%%

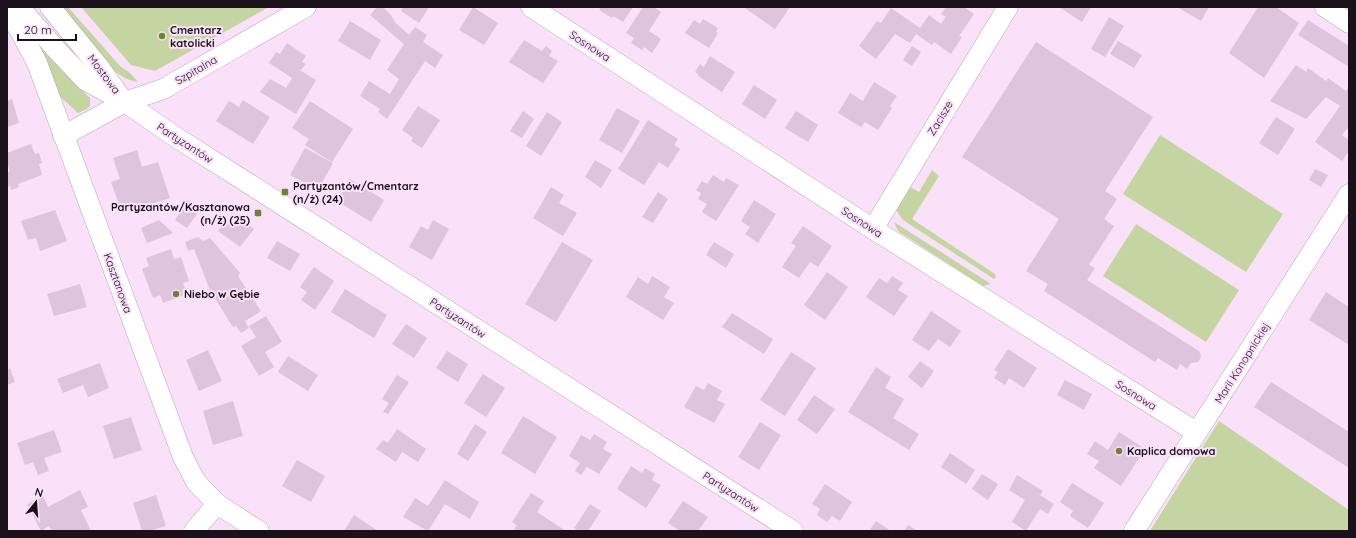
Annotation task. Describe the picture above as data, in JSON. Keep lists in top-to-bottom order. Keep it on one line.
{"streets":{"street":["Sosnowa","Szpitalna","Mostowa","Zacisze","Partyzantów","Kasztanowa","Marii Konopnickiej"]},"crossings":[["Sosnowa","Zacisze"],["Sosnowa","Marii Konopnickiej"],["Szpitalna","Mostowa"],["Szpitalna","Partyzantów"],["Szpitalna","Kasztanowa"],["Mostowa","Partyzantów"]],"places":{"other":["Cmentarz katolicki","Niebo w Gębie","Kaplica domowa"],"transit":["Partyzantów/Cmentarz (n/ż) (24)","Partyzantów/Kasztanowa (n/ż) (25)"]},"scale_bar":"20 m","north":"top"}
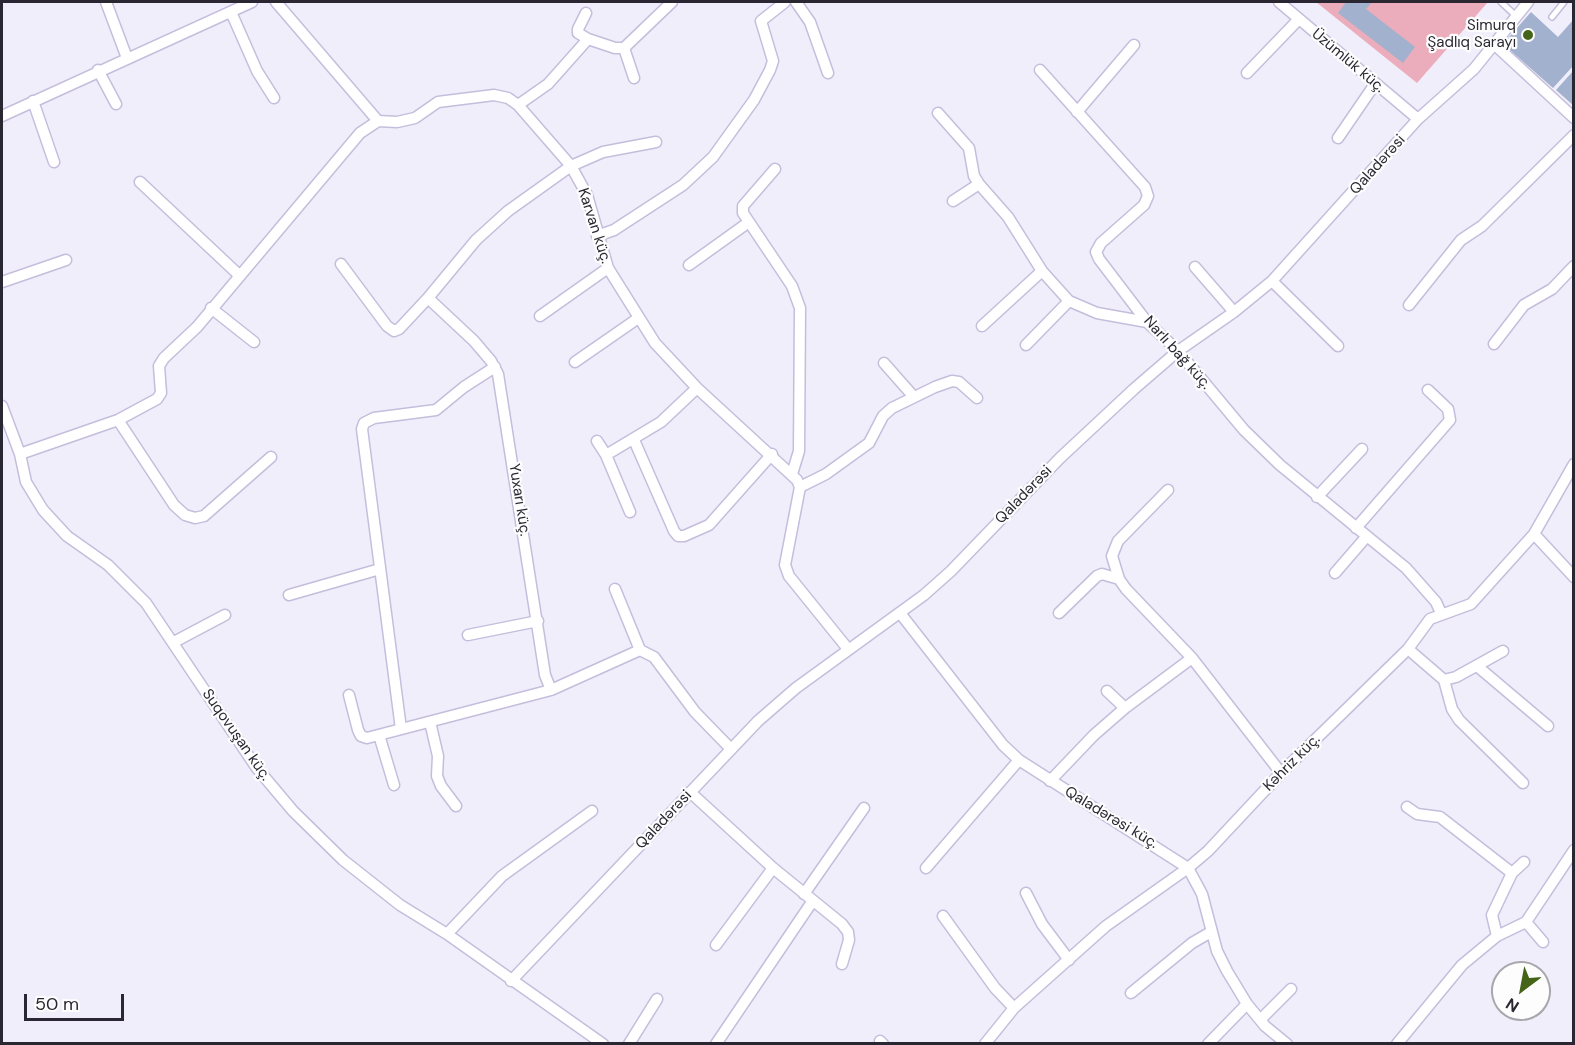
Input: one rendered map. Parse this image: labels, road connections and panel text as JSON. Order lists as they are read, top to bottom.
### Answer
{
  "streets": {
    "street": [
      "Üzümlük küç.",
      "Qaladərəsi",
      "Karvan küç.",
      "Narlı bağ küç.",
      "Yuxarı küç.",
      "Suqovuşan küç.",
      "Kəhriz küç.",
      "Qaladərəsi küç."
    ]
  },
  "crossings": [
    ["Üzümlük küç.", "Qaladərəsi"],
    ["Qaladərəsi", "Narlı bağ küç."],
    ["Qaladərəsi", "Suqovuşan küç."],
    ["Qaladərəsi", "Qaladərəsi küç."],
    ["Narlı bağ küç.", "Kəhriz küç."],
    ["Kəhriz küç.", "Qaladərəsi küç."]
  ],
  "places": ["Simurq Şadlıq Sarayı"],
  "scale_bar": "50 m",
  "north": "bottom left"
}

%%
%%

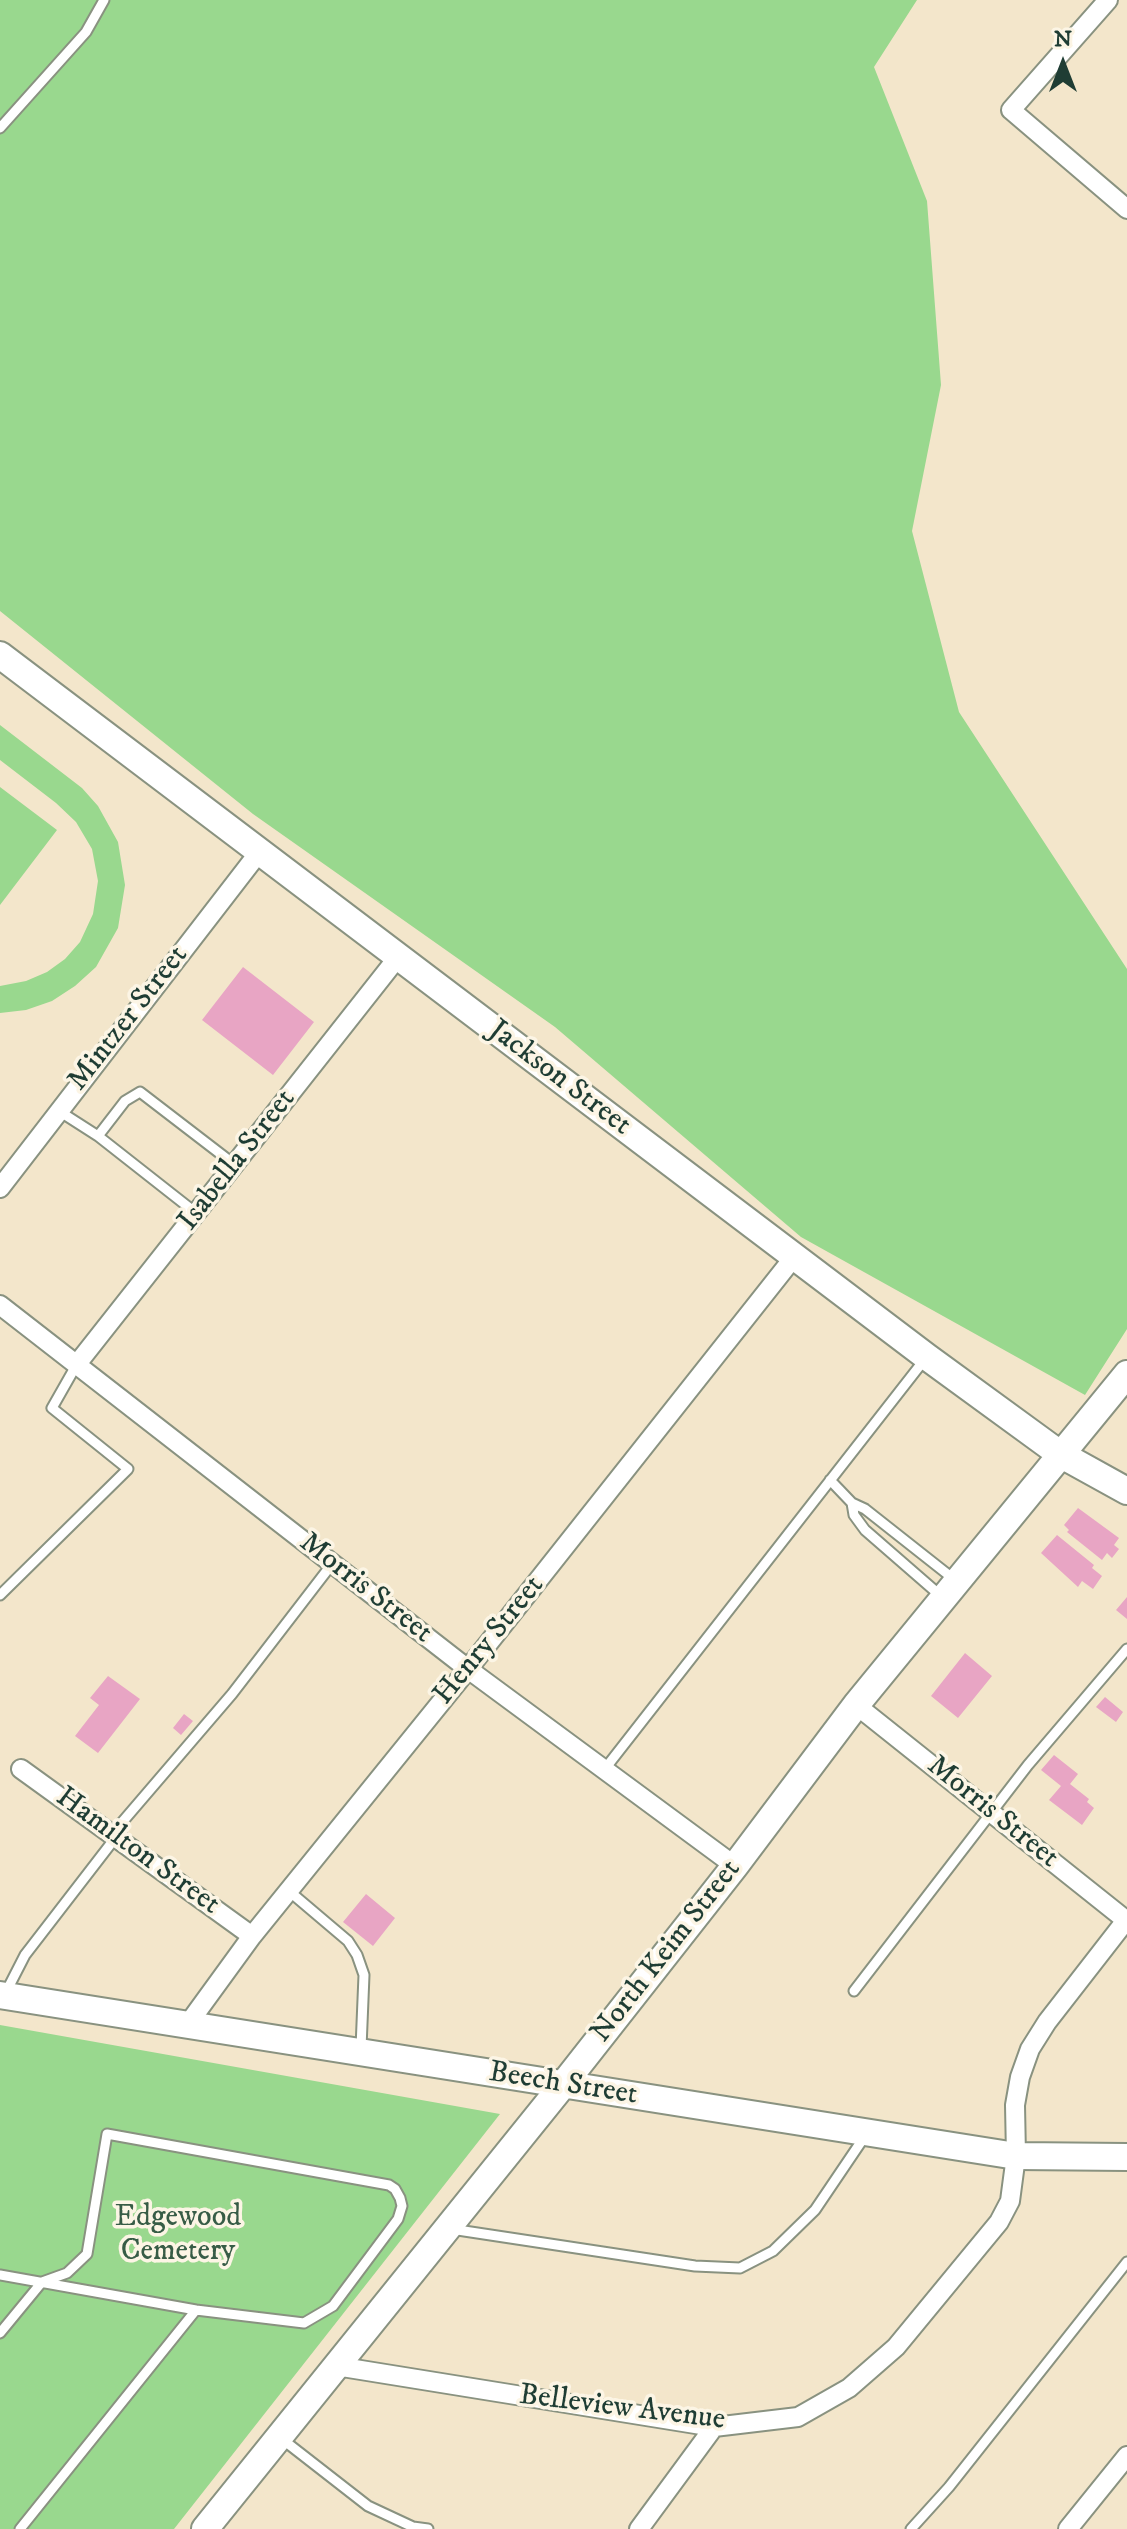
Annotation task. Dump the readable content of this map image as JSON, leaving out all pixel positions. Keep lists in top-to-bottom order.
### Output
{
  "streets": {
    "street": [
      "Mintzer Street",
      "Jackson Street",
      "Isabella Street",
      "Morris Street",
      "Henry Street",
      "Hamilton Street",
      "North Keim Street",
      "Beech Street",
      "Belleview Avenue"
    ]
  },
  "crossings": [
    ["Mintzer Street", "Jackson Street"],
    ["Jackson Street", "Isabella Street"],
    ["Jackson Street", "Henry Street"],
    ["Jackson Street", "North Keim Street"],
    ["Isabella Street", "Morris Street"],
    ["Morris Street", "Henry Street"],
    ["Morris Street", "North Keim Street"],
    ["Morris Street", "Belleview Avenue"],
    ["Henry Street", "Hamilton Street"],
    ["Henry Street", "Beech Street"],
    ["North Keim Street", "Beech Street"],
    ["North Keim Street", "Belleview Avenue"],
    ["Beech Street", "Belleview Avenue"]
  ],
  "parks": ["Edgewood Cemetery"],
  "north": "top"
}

%%

Using the records above, state how many lines contain "image"; a single number is the whole answer.

2